For a discussion on creating a template, read the following thread in the Apple Discussion Forums:

https://discussions.apple.com/thread/3677610

Some iBooks Author Thoughts

I have been working in iBooks Author and finding it fairly good for basic tasks. However, the moment you want a bit extra from the program, it does fall short. Then again, the ePub 2 format also falls short in numerous areas.

The “.iba” (iBooks) and “.epub” formats are nothing more than standard compressed “zip” files containing various folders and files of HTML, images, fonts, and more. The structures are well documented, but not simple to edit and update without a good tool.

Let me acknowledge that some of the “problems” I experience with ePub/iBook formats are limitations that will require some re-imagining of the book format. The issues arise because eBooks in various formats are designed to allow the *reader* more control of content than the designer. The eBook concept is reader-centered, not designer centered.

The reader can change orientation (portrait vs. landscape), magnification, typefaces, font sizes, and screen colors (inverse, for example, when white-on-black is preferable than black on white). With everything a reader can do, the layout of a book is dynamic, not static.

My mind is already pondering how eBook generators could be improved.

A dynamic book, at least with current tools, cannot display footnotes or marginalia easily. My opinion is that references should “pop-up” the full citation, which for now means coding in HTML. I’d prefer an easier method that not only adds a pop-up, but it would be great to add citations to a bibliography and include links to works available via various booksellers.

I suppose a simple script can be added to the eBook pages, just like you might use for website pop-up definitions. I’ll certainly be testing the idea for my current projects.

The dynamic pages also make indices difficult. You cannot link to “page numbers” because the numbers change. For now, creating links to anchors within the text is the best solution I can imagine. Links are not a perfect solution, but they are a solution.

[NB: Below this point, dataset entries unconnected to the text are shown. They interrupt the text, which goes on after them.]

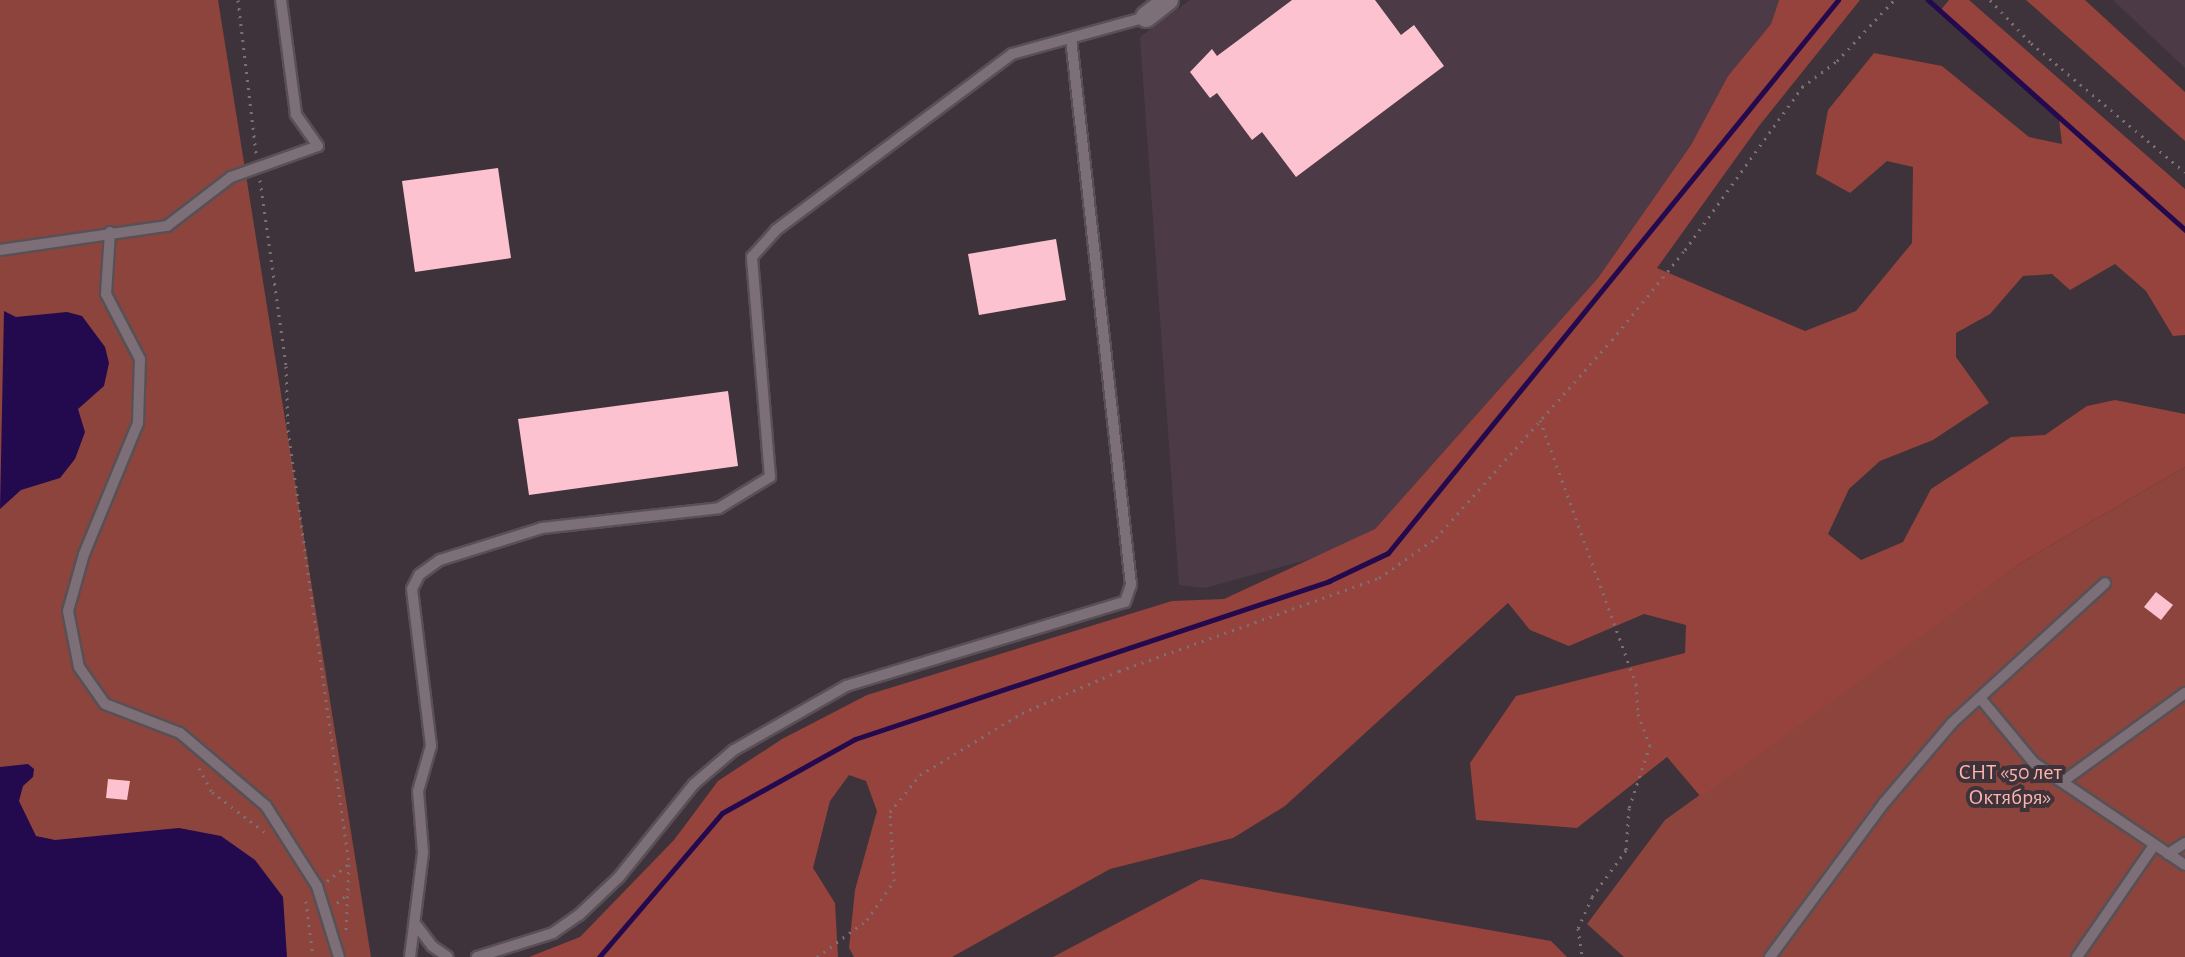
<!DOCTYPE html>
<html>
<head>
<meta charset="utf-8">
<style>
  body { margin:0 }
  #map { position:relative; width:2185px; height:957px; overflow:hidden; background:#3e333a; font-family:"Alegreya Sans",sans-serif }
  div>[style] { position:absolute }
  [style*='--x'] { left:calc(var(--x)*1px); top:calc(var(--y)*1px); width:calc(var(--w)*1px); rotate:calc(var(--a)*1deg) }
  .built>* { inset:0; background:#4c3b46 }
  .green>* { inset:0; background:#8d443d }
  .forest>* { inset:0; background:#95433c }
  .water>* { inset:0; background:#23094d }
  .stream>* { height:5px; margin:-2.5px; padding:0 2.5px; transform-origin:2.5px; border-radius:2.5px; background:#23094d }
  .building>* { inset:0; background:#fcc2d0 }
  .path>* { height:3px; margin-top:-1.5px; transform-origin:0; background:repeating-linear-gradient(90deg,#7a7177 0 2px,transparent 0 8px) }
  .roads { filter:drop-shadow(2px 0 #595055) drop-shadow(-2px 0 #595055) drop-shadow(0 2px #595055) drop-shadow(0 -2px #595055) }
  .service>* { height:10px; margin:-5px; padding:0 5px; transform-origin:5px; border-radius:5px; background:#7c6f77 }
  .minor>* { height:20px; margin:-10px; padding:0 10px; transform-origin:10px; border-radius:10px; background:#7c6f77 }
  span { translate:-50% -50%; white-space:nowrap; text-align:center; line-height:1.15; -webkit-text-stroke:8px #3e333a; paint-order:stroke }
  .park-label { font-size:22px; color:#fbb3ab }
</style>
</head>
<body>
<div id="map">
  <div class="built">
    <div style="clip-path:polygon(1190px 0,1779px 0,1771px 24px,1728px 76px,1691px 145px,1598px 278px,1375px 529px,1331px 553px,1205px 588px,1179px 585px,1140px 37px)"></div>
    <div style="clip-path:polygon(2113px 0,2185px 0,2185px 68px)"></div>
  </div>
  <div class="green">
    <div style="clip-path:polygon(0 0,218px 0,371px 957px,0 957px)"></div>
    <div style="clip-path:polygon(2185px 467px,2185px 957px,1624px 957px,1587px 924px,1665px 820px,2024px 561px)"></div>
  </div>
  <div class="forest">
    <div style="clip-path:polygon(1779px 0,1860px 0,1759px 126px,1657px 268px,1805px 331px,1856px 311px,1912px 243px,1913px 167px,1887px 161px,1850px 193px,1816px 174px,1828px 110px,1874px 53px,1942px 66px,2029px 137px,2062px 144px,2059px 119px,1940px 11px,1949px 0,1969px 0,2185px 189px,2185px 335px,2173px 336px,2146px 291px,2115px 264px,2070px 290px,2052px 274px,2023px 276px,1990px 314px,1956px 333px,1956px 357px,1989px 403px,1933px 440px,1880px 461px,1849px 489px,1828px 534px,1861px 560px,1903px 542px,1931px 489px,2011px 437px,2045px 435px,2087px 406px,2115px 400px,2185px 414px,2185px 467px,2024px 561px,1701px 797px,1667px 757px,1577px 828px,1476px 820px,1470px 763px,1516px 696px,1685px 653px,1686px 625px,1644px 614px,1569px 646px,1530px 630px,1508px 603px,1285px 806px,1233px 838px,1110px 869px,952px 957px,854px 957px,849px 948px,855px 890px,877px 811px,866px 781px,849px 775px,830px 801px,813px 868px,835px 903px,838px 957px,529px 957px,580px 937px,674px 840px,718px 781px,782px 739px,867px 695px,1172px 601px,1224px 599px,1375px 529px,1598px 278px,1691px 145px,1728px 76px,1771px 24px)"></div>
    <div style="clip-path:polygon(2026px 0,2085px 0,2185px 92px,2185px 141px)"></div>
    <div style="clip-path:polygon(1201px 879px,1551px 941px,1567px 957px,1053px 957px)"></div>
  </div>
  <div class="water">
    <div style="clip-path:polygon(4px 311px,16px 317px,67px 312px,82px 316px,105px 347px,109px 363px,104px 386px,78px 409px,85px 432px,75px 459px,60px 478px,21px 490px,0 509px)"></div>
    <div style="clip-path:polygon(28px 764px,34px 769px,33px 777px,23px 786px,19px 801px,36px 836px,55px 840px,179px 828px,221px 836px,255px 860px,283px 897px,287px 957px,0 957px,0 767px)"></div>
  </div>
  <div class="stream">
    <div style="--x:1928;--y:0;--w:345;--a:41.8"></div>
    <div style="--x:599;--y:957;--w:189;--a:-49.5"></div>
    <div style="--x:722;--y:813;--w:152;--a:-29.1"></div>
    <div style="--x:855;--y:739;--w:500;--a:-18.4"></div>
    <div style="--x:1329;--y:581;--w:65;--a:-25.4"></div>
    <div style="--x:1388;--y:553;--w:713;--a:-50.86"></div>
  </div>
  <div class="building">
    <div style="clip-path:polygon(1292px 0,1375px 0,1401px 35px,1414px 25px,1444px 66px,1296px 177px,1262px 132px,1252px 140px,1217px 93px,1210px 98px,1190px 72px,1212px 49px,1217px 56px)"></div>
    <div style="clip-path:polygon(498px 168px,511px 258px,415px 272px,402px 181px)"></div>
    <div style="clip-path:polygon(1056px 239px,1066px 300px,979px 315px,968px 254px)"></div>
    <div style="clip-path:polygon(728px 391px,738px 466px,529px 495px,518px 419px)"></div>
    <div style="clip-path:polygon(2156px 592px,2173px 605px,2161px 620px,2144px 607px)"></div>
    <div style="clip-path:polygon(108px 779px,130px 781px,127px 800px,106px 798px)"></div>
  </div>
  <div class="path">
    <div style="--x:238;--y:0;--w:154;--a:83.3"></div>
    <div style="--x:1990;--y:0;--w:59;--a:46.4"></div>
    <div style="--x:2031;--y:43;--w:201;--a:40"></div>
    <div style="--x:260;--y:180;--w:188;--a:82"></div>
    <div style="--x:286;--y:366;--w:64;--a:88.2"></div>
    <div style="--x:288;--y:430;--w:438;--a:82"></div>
    <div style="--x:349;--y:864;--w:66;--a:92.6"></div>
    <div style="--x:1540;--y:420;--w:281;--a:70"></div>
    <div style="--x:1636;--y:684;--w:30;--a:86"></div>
    <div style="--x:1638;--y:714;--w:33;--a:69"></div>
    <div style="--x:1650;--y:745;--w:66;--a:108.4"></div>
    <div style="--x:1629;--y:808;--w:42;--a:94.1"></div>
    <div style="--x:1626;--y:850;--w:58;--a:125.9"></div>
    <div style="--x:1592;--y:897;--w:34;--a:114"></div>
    <div style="--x:1578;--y:928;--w:29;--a:82"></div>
    <div style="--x:199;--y:768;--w:27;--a:62"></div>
    <div style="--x:212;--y:792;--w:68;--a:37.2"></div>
    <div style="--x:327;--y:881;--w:28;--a:-38"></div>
    <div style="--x:306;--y:901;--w:56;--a:82.9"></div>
    <div style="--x:337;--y:903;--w:16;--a:-40"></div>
    <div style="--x:817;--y:957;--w:62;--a:-36.5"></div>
    <div style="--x:867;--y:920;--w:47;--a:-55.3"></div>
    <div style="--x:894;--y:881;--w:69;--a:-93.3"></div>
    <div style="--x:890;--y:812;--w:48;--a:-51"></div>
    <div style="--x:920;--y:775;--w:119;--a:-31.3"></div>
    <div style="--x:1022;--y:713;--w:106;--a:-23.4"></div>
    <div style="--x:1119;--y:671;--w:276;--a:-19.7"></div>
    <div style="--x:1379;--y:578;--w:70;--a:-35.1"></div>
    <div style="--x:1436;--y:538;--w:265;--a:-48.4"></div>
    <div style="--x:1612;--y:340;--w:116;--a:-51"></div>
    <div style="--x:1685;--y:250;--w:201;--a:-54.3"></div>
    <div style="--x:1802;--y:87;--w:44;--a:-36.6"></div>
    <div style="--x:1837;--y:61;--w:83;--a:-46.9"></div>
  </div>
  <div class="roads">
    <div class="service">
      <div style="--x:110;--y:232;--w:62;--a:93.7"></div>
      <div style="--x:106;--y:294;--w:73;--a:62.4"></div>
      <div style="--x:140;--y:359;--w:64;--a:91.8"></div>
      <div style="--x:138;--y:423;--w:142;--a:112.4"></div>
      <div style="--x:84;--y:554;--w:59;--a:105.7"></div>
      <div style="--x:68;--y:611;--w:57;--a:78.9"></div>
      <div style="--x:79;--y:667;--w:45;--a:54.9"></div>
      <div style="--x:105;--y:704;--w:80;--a:21.1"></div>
      <div style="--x:180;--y:733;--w:113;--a:40.3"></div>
      <div style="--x:266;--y:806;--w:95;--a:57.5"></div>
      <div style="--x:317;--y:886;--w:74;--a:72.8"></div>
      <div style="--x:0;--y:250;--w:169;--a:-8.2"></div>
      <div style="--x:167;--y:226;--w:81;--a:-37.4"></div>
      <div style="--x:231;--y:177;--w:92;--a:-19.6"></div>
      <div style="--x:318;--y:146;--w:39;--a:-125"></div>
      <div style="--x:296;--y:114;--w:115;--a:-97.5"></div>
      <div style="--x:1981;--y:699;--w:83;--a:50.4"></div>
      <div style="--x:2034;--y:763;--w:182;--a:34"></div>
      <div style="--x:2062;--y:782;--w:152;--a:-35.9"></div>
      <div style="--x:2168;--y:854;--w:20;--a:-33"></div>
      <div style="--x:417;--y:926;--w:25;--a:53"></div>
      <div style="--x:432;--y:946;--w:19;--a:35"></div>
      <div style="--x:410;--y:957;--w:106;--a:-82.9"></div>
      <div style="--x:423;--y:852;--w:61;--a:-94.7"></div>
      <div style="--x:418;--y:791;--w:47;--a:-73.9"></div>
      <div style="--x:431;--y:746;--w:158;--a:-96.9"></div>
      <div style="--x:412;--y:589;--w:16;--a:-63"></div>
      <div style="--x:419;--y:575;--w:26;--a:-36"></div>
      <div style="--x:440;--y:560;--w:107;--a:-17.4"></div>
      <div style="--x:542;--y:528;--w:178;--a:-6.4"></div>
      <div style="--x:719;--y:508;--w:60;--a:-31.3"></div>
      <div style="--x:770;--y:477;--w:221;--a:-94.7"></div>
      <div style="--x:752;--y:257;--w:36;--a:-48"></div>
      <div style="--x:776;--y:230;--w:294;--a:-36.7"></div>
      <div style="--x:1012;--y:54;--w:139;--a:-15.4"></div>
      <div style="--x:477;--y:957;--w:80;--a:-17.5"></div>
      <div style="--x:553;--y:933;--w:32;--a:-35"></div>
      <div style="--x:579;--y:915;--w:55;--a:-43.5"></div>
      <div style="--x:619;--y:877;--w:119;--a:-51.1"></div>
      <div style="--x:694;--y:784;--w:52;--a:-40.4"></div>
      <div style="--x:734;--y:750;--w:129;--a:-29.7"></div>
      <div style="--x:846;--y:686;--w:291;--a:-16.8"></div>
      <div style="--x:1125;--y:602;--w:18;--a:-71"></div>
      <div style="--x:1131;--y:585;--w:550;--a:-96.26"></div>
      <div style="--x:1770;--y:957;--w:192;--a:-53.5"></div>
      <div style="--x:1884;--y:803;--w:106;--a:-49.6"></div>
      <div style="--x:1953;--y:722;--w:206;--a:-42.4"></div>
      <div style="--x:2077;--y:957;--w:134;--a:-55.4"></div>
    </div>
    <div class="minor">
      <div style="--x:1146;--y:17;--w:28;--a:-38"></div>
    </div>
  </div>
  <div class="park-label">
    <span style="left:2010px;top:785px">СНТ «50 лет<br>Октября»</span>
  </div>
</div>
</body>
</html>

Again, hand-coding links is not horrible, but can’t this be automated? The programming logic is straightforward: given a word or phrase, find it and create a link. The text of the link could be the chapter and section numbers, since page numbers won’t help readers. An example index entry might read: Fonts; Ch 1 Sec 2, Ch 2 Sec 1. It isn’t as convenient as page numbers at first glance, but remember that these would be hyperlinks to the anchors. I plan to use this approach for a book we’re converting at this moment.

To use the “anchor” approach, you do need to keep track of anchors somehow. I suppose the anchors would be something like this: “#fonts_1″, “#fonts_2″, and so on, incremented for each new occurrence of the indexed word and not associated with a chapter or section since text can be moved. The index generator would have to track locations, though.

Most eBook generators create decent tables of content, but they don’t easily generate tables of figures or lists of tables. I’d like those features, too. Yet more “auto-generation” based on anchors, ids, and styles, I would suggest.

None of the missing features would be difficult to add to eBook generators. Already, iBooks Author includes a glossary tool. Why not add some of the other common textbook features?

Once the features are added, let’s do something about the pain and misery required to create custom templates. Why don’t the eBook tools, including iBooks, do a better job with the CSS they generate? I’ve used Pages, InDesign, Sigil, and iBooks to create eBooks. I’ve also used Scrivener. Without question, the bare minimum ePub generated by Scrivener was the best of the bunch — because it was simple. I used the Oxygen XML editor to tweak the CSS in a Scrivener ePub and was pleased.

We all mix-n-match software applications for the best possible results. We create images in Illustrator or Photoshop, edit long texts in Word, and finish the layout of a book with InDesign or QuarkXPress. But, I consider the CSS aspect of eBooks similar to the styles of InDesign or Word. Why should I need another program to tune simple CSS, with only a handful of styles?

In time, iBooks Author and similar tools will add the features I want. Even with fine-tuning and hand-coding, eBooks are much easier to create and distribute than traditional printed books.